Con la delibera 205/2014/R/eel l'Autorità per l'Energia ha approvato le modalità attuative della nuova tariffa sperimentale D1 per le pompe di calore.

La nuova tariffa elettrica per le pompe di calore permetterà risparmi di diverse centinaia di euro per impianto, superando il più grosso ostacolo alla diffusione di questa tecnologia in Italia: il costo dell'elettricità.
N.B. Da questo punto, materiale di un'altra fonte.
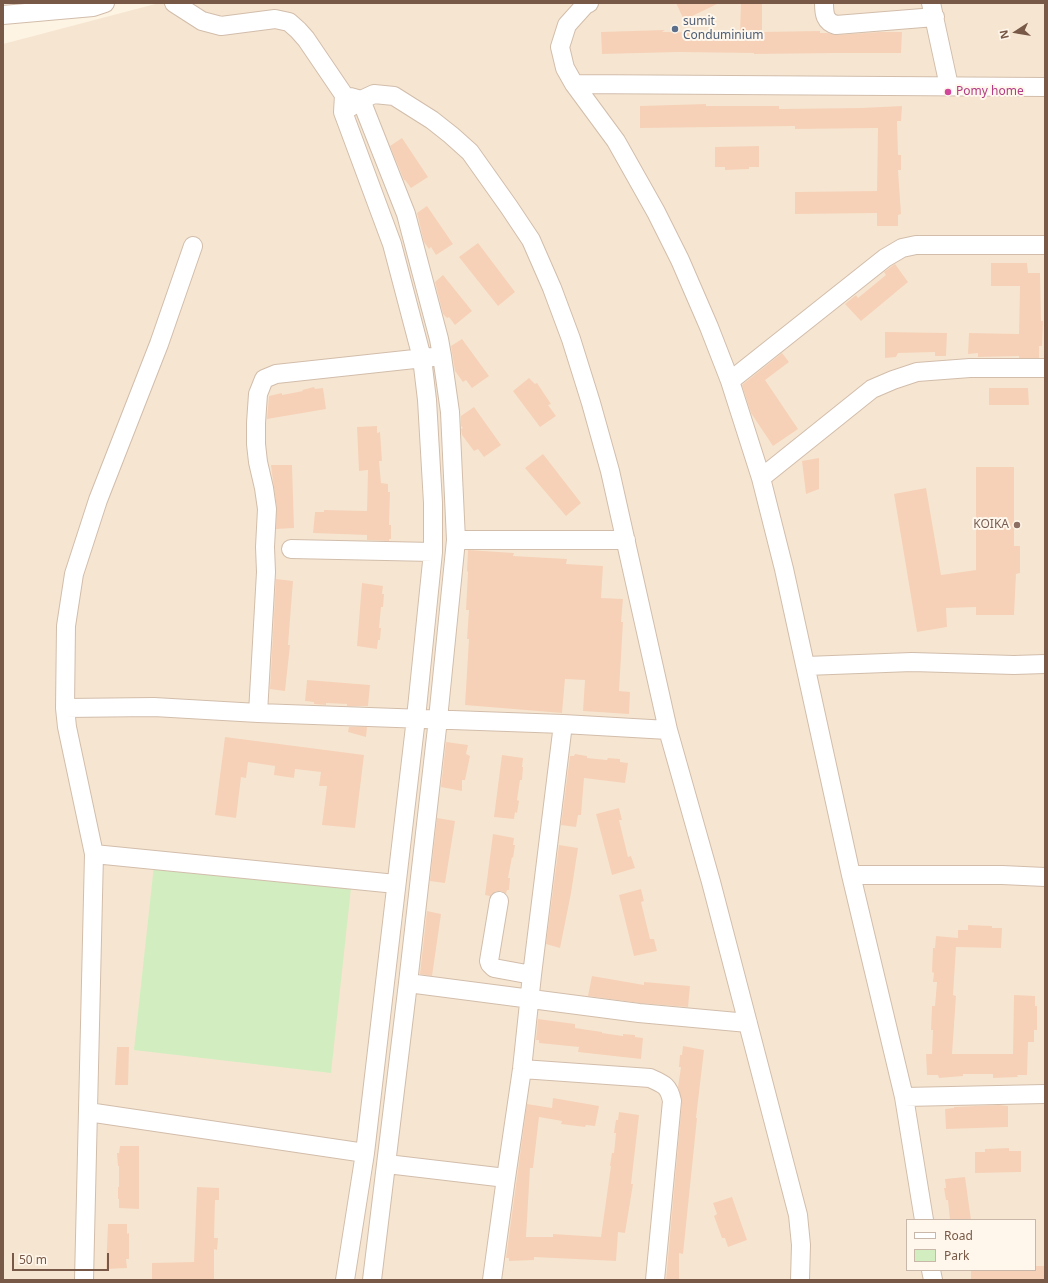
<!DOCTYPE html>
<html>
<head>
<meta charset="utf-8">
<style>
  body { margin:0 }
  #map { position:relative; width:1048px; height:1283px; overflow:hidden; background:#fef4e3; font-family:"Noto Sans",sans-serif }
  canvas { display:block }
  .frame { position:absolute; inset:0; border:4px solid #785947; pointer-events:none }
  .legend { position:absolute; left:906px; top:1219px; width:130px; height:52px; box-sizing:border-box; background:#fff7eb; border:1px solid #c9b8a9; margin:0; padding:5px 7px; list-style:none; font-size:12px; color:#785947 }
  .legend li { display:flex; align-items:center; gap:8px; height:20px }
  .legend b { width:20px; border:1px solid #c9b8a9 }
  .north { position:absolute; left:996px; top:12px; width:40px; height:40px; -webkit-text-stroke:3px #fff7eb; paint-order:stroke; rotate:258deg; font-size:11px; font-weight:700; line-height:16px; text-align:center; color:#785947 }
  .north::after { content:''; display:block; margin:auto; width:14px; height:18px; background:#785947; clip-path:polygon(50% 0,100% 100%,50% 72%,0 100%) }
  .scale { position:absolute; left:12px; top:1253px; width:97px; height:18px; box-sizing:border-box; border:2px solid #785947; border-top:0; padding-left:5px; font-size:12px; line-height:14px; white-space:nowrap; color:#785947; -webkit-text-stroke:3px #fff7eb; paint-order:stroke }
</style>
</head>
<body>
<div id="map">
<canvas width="1048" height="1283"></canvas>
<div class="frame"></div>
<ul class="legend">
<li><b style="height:5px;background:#fff"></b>Road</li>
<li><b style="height:11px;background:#d2edc0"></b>Park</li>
</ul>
<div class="north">N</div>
<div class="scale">50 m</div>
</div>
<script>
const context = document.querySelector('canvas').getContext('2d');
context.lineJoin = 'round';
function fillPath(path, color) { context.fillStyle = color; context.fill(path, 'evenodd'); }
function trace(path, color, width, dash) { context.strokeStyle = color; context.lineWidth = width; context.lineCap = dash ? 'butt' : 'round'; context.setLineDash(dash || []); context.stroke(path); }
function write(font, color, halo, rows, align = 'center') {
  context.font = font + ' "Noto Sans",sans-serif'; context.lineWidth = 4; context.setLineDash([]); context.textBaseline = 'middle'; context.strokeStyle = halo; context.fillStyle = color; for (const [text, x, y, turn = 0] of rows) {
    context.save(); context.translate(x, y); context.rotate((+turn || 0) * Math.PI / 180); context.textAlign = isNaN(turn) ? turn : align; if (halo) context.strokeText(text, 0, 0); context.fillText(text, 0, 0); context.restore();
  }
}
fillPath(new Path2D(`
  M159,3H1045V1280H3V44ZM907,1220H1035V1270H907Z`), '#f6e6d1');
fillPath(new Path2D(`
  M154,865L351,888L331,1073L134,1050Z`), '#d2edc0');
fillPath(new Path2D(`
  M676,3H719L684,20Z
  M741,3H762V32L820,31V33H827L837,35L880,32H902L901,53H836L754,54V53L678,52L602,54L601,32L665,30L662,32L740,33Z
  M706,104V106H779V109L861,108L902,106L901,121H897L898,155H901V170H898L901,214L898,215V226H877V213L795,214V192L877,191L878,128L795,129V126L640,128V106Z
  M402,138L428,177L411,188L405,180H404L390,146Z
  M759,146V167H749V169L725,170V167H715V147Z
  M427,206L453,244L436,255L431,247L429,249L424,242L417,213Z
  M478,243L515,292L498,306L459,257Z
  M991,263H1027L1028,273H1040L1041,321H1043L1042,346H1039V358H1019V356L978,357V353L968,354L969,333L1019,334L1020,286H991Z
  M895,264L908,282L861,321L845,304L856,295L858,298L886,275L884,272Z
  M443,275L472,311L455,325L449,317L447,318L443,314L435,282Z
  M885,332L947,333L946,356H935V352L898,353L896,357L885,358Z
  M462,339L489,376L472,388L466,380L463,382L455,371L451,346Z
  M782,353L789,362L765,380L798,429L773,446L751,413L742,385Z
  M529,378L535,384L537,383L551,404L548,405L556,416L540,427L513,391Z
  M314,387L315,389L323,388L326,409L267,419L269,396L282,393V395L303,391L302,390Z
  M989,388H1028L1029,405H989Z
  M474,407L501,445L484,457L478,449L474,451L462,435L461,429L463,428L461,426V416Z
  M377,426V433L380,432L382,461H379L381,483L388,484V492H390L389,525H391V539H389V541L367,540V535L313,533L315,512H324V510L367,511L368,470L359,471L357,427Z
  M543,454L581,503L566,516L525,468Z
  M819,458V489L806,494L802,461Z
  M271,465H292L294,528L276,529L277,508L272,474Z
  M976,467H1014V546H1020V573L1016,574L1014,615H976V607L946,608L947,627L917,632L894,494L926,488L941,575L976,570Z
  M468,550L514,553L513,556L567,559L566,564L603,566L601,598L623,599L621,622H623L619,691L630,692L629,714L583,711L585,680L565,679L562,713L465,705L469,639H467L469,610H466L468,572L467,571Z
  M276,579L293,581L288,645H290L285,691L270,689Z
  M362,583L383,586L382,594H384L383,607H381L379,628H381L380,640H378L377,649L357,646Z
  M307,680L370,685L368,706H347V704L326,703V705L314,704V702L305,701Z
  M349,727H367L366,737L348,732Z
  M225,737L364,755L355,828L322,825L327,786H319L321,772L295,769L294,778L274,775L275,766L248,762L246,778L241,777L236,818L215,815Z
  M446,742L468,745L466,754L470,756L465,780H462V791L441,787Z
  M575,754L587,756V758L607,760L608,758L620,759V762L628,763L625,783L584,778L581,815H578L576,827L561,825L570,756H574Z
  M502,755L523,758L522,767H523L522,780H520L517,800L519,801L517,813L515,812L514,819L494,817Z
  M619,808L622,820H619L628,857L631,856L635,868L612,875L596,814Z
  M437,818L455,821L445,883L430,881Z
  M493,834L514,838L513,845H515L513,858L512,857L508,878H510L509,890H507L506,894L501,891H496L490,896L485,895Z
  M559,845L578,848L571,893L560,948L546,944Z
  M641,889L644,901L641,902L650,939H654L657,951L634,956L619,895Z
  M427,911L441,914L432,976L420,974Z
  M968,925L992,926V928H1002L1001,948L956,947L953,995L956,996L952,1054H1013L1014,995L1035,996V1006H1037V1030H1034V1042H1028L1027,1075H1017L1018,1077L993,1078V1074H963V1076L939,1078L938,1075H927L926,1054H932L933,1030H931L932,1006H935L937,982H933L934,973L932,972L933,948H935L936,936L958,938V930H968Z
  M592,976L644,985V982L690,986L688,1007L640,1003L588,996Z
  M538,1019L575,1024V1028L602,1032V1033L623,1036V1034L635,1035V1037L643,1038L641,1059L578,1052L579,1047L539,1043V1040H536Z
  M683,1046L704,1050L696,1118H697L683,1254L679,1253V1280H666L682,1102L678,1087L681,1067H679L680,1055H682Z
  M117,1047H129L128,1085H115Z
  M553,1098L599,1106L595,1126L586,1125L585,1127L561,1124L562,1121L539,1117L533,1168H530L526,1237H553V1234L601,1237L611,1166H610L612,1153H614L616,1133H614L616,1120H618L619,1112L639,1115L631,1184H633L625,1233L618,1232L616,1261L534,1257V1260L509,1261V1258H506L527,1104L552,1108Z
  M999,1105L1008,1106V1127L946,1129L945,1109L954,1108V1107Z
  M120,1146H139V1209L119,1208V1199H118V1187H119V1166H118L117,1153H119Z
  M1009,1148V1151H1021V1172L975,1173V1152H985V1149Z
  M965,1177L971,1220H950L948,1200H946L944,1188H946L945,1179Z
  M197,1187L219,1188V1200H215L214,1238H218L217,1250L214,1249V1280H152V1263L194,1262Z
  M732,1197L747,1240L728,1247L725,1238H722L714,1216L717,1214L713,1203Z
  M108,1224H127V1234L129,1233V1259H126L127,1268L106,1269Z
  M1035,1266H1045V1280H971V1270H1035Z`), '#f6d1b8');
const minor = new Path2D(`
  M174,3L202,21L221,26L275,19L289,22L298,30L306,39L344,95L343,112L392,244L422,358L427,400L433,503V552L416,718L365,1153L345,1280
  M589,3L585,5L567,25L560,47L565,68L574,84L616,141L656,212L680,260L709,327L730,381L761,478L784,569L851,875L904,1097L924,1220
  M824,3C824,14 825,22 836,25L935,17
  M931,3L949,86
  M3,15L93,7L105,3
  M574,84L1045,87
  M350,97L361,100L406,214L439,339L442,356L450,412L456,540L438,719L408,983L372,1280
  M343,112L361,100L374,94L394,96L432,120L451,135L470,152L509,207L531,240L552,288L571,339L591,403L610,471L668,730L711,882L798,1215L801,1245L800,1280
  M730,381L885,258L902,248L916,245H1045
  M761,478L872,389L893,380L917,372L970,368H1045
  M456,540H626
  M291,549L433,552
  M806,666L912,662L1014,665L1045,664
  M65,708L154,707L258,713L563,724L532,975L522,1069L506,1178L492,1280
  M258,713L266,572L265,547L267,509L264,488L258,462L256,444V423L258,394L264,379L276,374L433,357
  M563,724L668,730
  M94,854L396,884
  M851,875H1002L1045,877
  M499,901L489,961L490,964L494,968L532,975
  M408,983L639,1013L748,1023
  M522,1069L650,1078C664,1084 669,1086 672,1101L655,1280
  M904,1097L1045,1094
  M88,1112L365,1153
  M387,1164L506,1178
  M931,1270L933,1280
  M84,1280L94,854L67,727L65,708L66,626L74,574L98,500L159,344L193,246`);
trace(minor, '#d2bdab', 20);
trace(minor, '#fff', 18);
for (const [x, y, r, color] of [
  [675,29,4,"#5c6f8a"],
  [948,92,4,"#d1479c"],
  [1017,525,4,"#8d6e63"]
]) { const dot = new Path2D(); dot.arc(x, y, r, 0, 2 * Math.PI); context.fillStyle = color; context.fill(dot); trace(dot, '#fff7eb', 1.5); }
write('12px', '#4e5e75', '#fff7eb', [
  ["sumit",683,22],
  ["Conduminium",683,36]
], 'left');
write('12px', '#b23c85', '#fff7eb', [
  ["Pomy home",956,92]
], 'left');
write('12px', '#785e54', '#fff7eb', [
  ["KOIKA",1009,525]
], 'right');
</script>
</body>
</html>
Una novità che, con la proroga dell'ecobonus fino a dicembre, candida il 2014 ad essere l'anno d'oro delle pompe di calore.
Fino a oggi il sistema di tariffe in vigore, strutturato in maniera progressiva, cioè con prezzi crescenti all'aumentare dei consumi, è stato un forte disincentivo alla diffusione delle pompe di calore elettriche (pdc). Le cose miglioreranno nettamente con la nuova tariffa che sarà in vigore da luglio, alla quale potranno accedere, in via sperimentale e volontaria, gli utenti che installino una pdc come impianto di riscaldamento principale in un'abitazione di residenza.
Gli utenti che la sceglieranno potranno accedere alla tariffa D1 e pagheranno tutti i kWh consumati - compresi quelli destinati alla pdc - circa 21 centesimi (a seconda di come verranno aggiornati oneri di sistema, di rete e imposte).

Venendo infine al post 2015, la delibera stabilisce che ai clienti aderenti alla sperimentazione si continui ad applicare la tariffa D1 oppure "condizioni economiche in grado di garantire uno scostamento minimo rispetto all'aggiornamento delle condizioni" stabilito dalla delibera.